Data for review
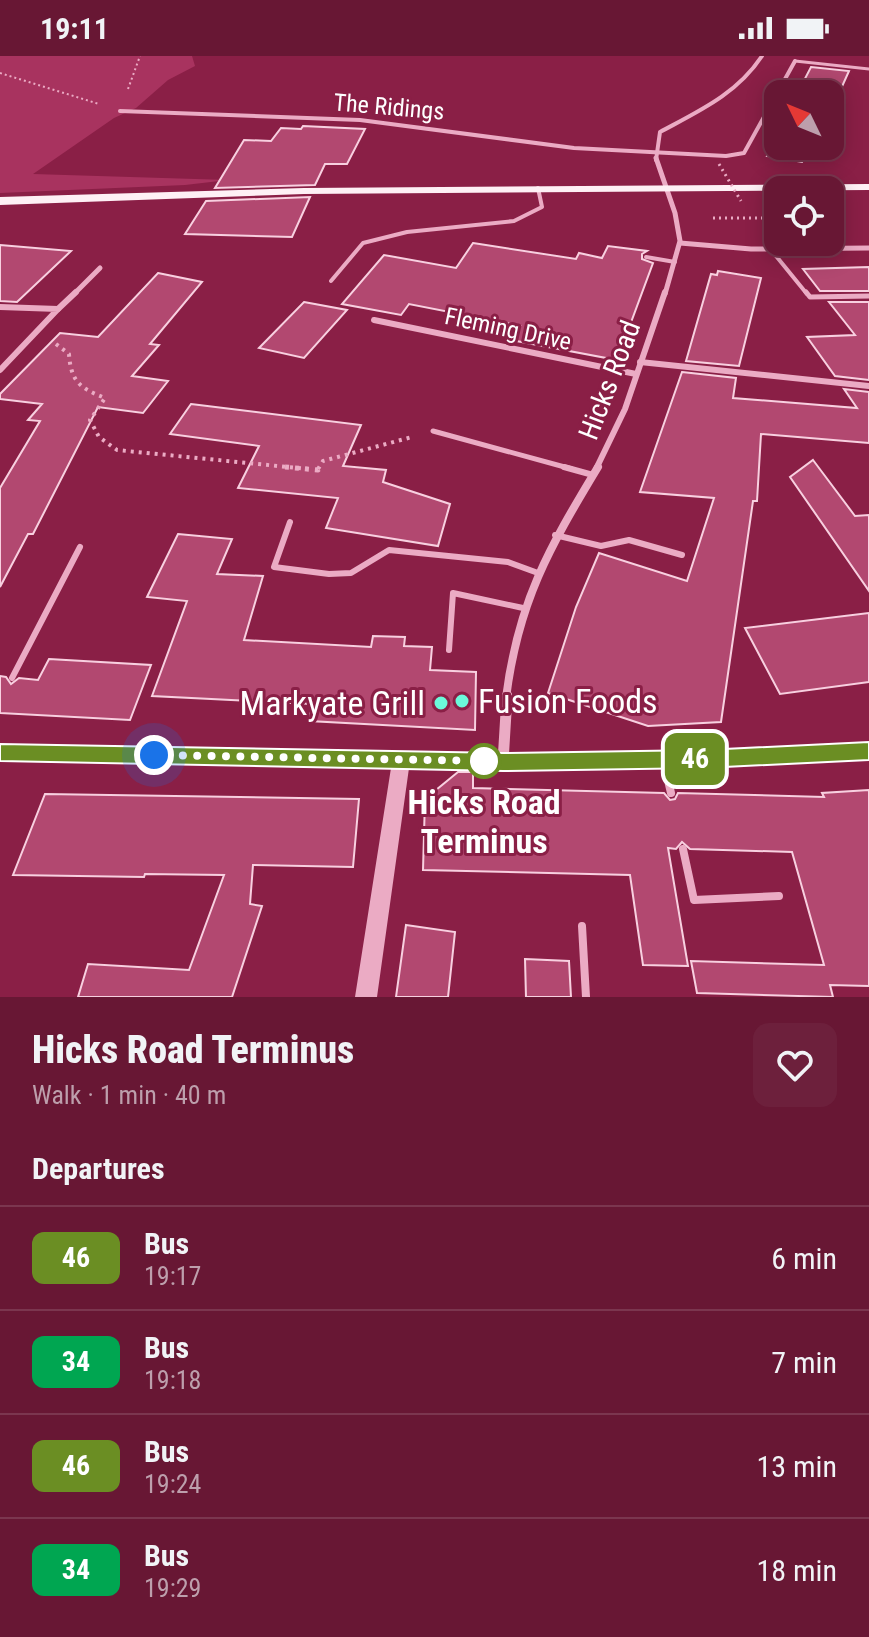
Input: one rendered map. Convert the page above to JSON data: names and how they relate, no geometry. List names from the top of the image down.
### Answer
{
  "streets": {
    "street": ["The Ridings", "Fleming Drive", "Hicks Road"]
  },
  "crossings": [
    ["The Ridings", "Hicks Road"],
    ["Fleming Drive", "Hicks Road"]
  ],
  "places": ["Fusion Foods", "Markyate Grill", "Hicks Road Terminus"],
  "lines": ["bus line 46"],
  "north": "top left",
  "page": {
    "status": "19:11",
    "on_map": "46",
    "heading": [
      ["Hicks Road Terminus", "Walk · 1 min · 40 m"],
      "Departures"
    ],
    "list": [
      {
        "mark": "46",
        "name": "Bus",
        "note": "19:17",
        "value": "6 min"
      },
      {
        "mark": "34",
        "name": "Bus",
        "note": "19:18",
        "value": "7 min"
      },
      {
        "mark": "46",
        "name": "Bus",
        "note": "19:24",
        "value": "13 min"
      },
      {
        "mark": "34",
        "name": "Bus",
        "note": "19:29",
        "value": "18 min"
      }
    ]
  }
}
==
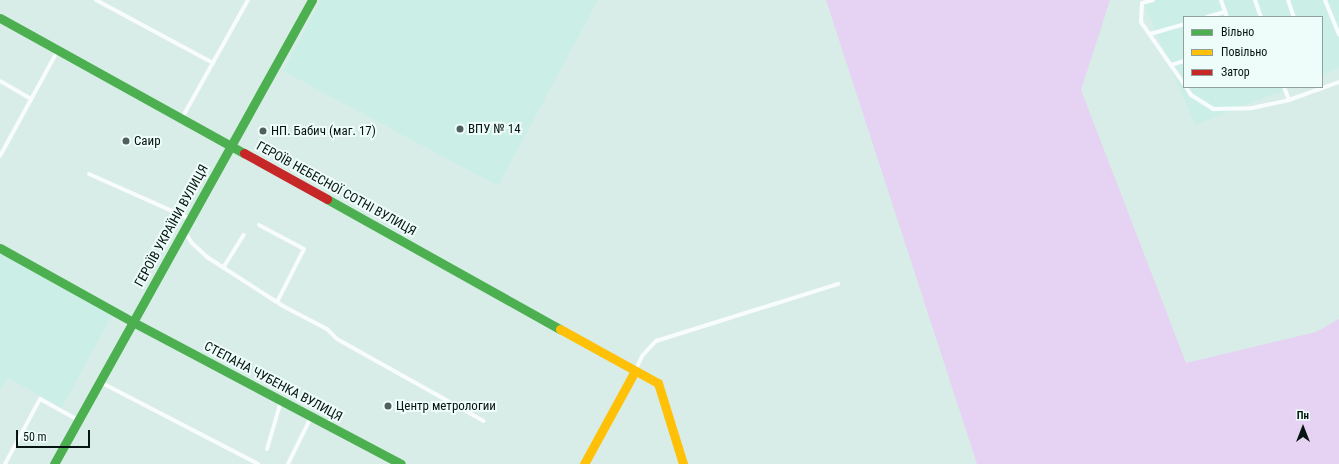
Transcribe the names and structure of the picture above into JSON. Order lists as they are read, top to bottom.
* * *
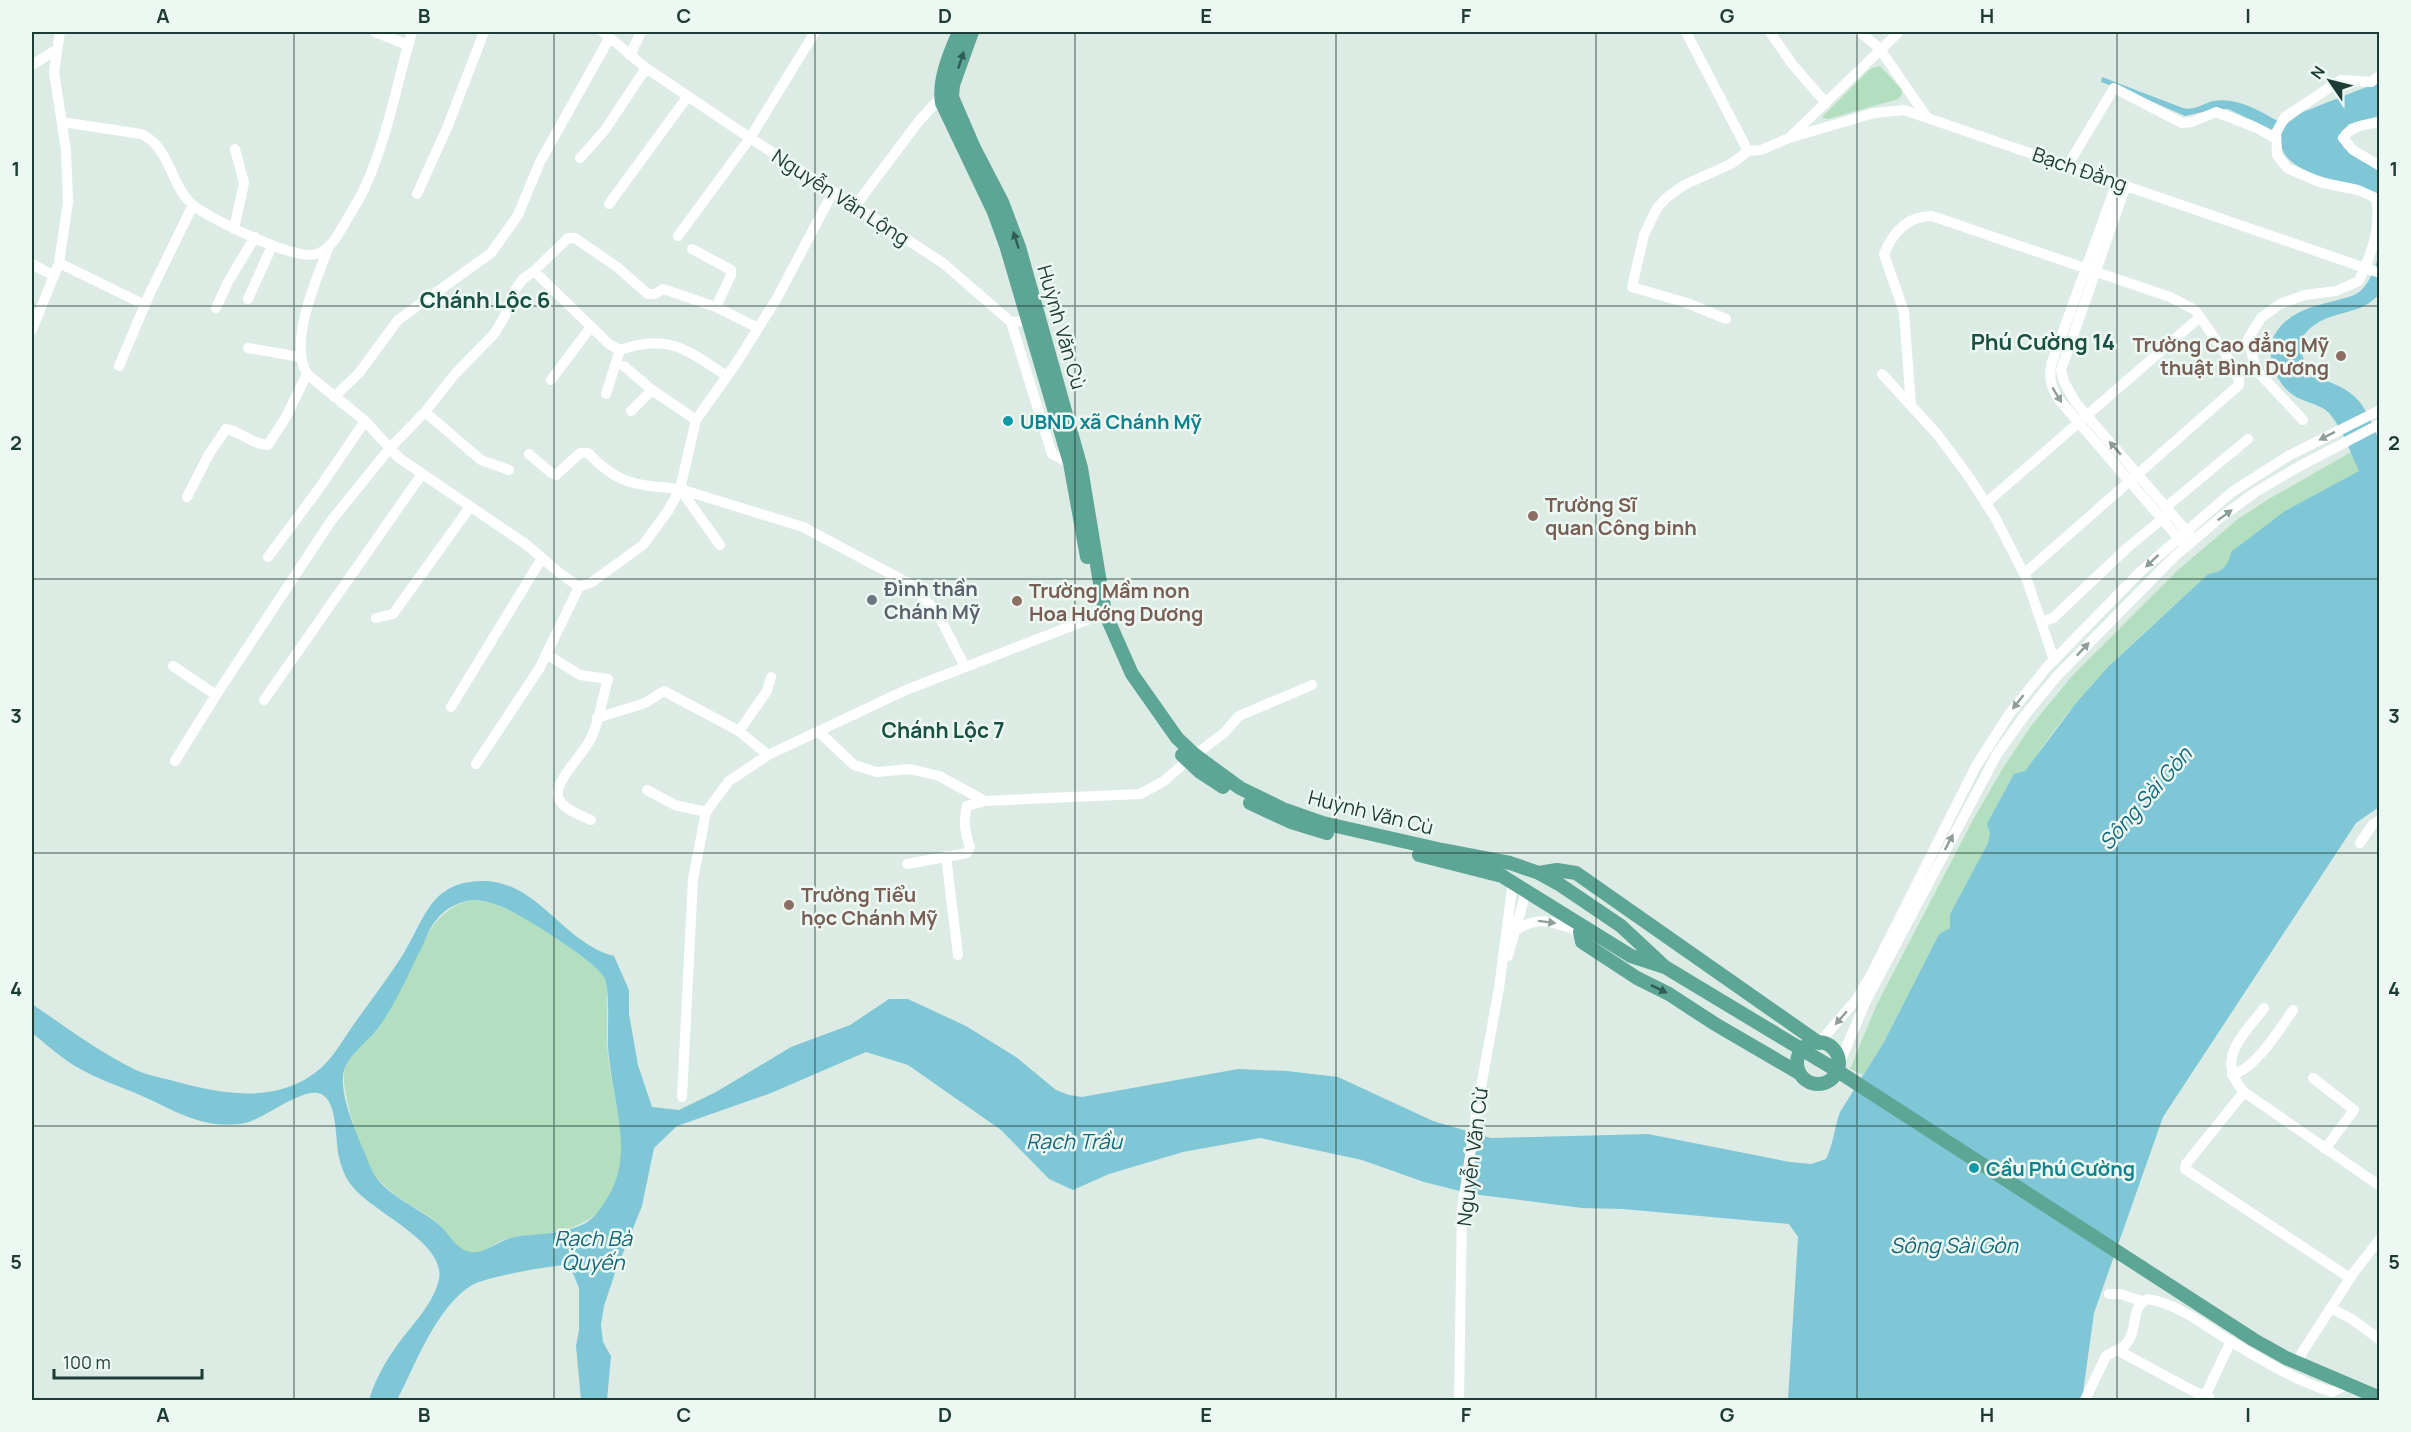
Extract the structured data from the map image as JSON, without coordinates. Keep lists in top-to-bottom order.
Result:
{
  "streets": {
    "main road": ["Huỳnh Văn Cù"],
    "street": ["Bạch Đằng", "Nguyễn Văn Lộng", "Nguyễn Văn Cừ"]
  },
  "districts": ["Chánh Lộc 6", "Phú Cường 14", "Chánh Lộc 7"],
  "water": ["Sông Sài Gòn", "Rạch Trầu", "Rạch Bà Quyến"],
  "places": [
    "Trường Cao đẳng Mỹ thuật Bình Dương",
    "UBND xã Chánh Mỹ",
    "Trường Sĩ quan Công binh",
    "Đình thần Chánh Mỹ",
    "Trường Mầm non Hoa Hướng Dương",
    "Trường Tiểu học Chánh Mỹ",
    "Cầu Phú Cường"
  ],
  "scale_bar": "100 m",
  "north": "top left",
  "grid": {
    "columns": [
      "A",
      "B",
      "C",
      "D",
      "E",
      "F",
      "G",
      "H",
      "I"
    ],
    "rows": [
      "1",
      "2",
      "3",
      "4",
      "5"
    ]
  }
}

What needs to be done
Gather each line in the data that holds the string "lists".

Answer for this exercise
Transcribe the names and structure of the picture above into JSON. Order lists as they are read, top to bottom.
Extract the structured data from the map image as JSON, without coordinates. Keep lists in top-to-bottom order.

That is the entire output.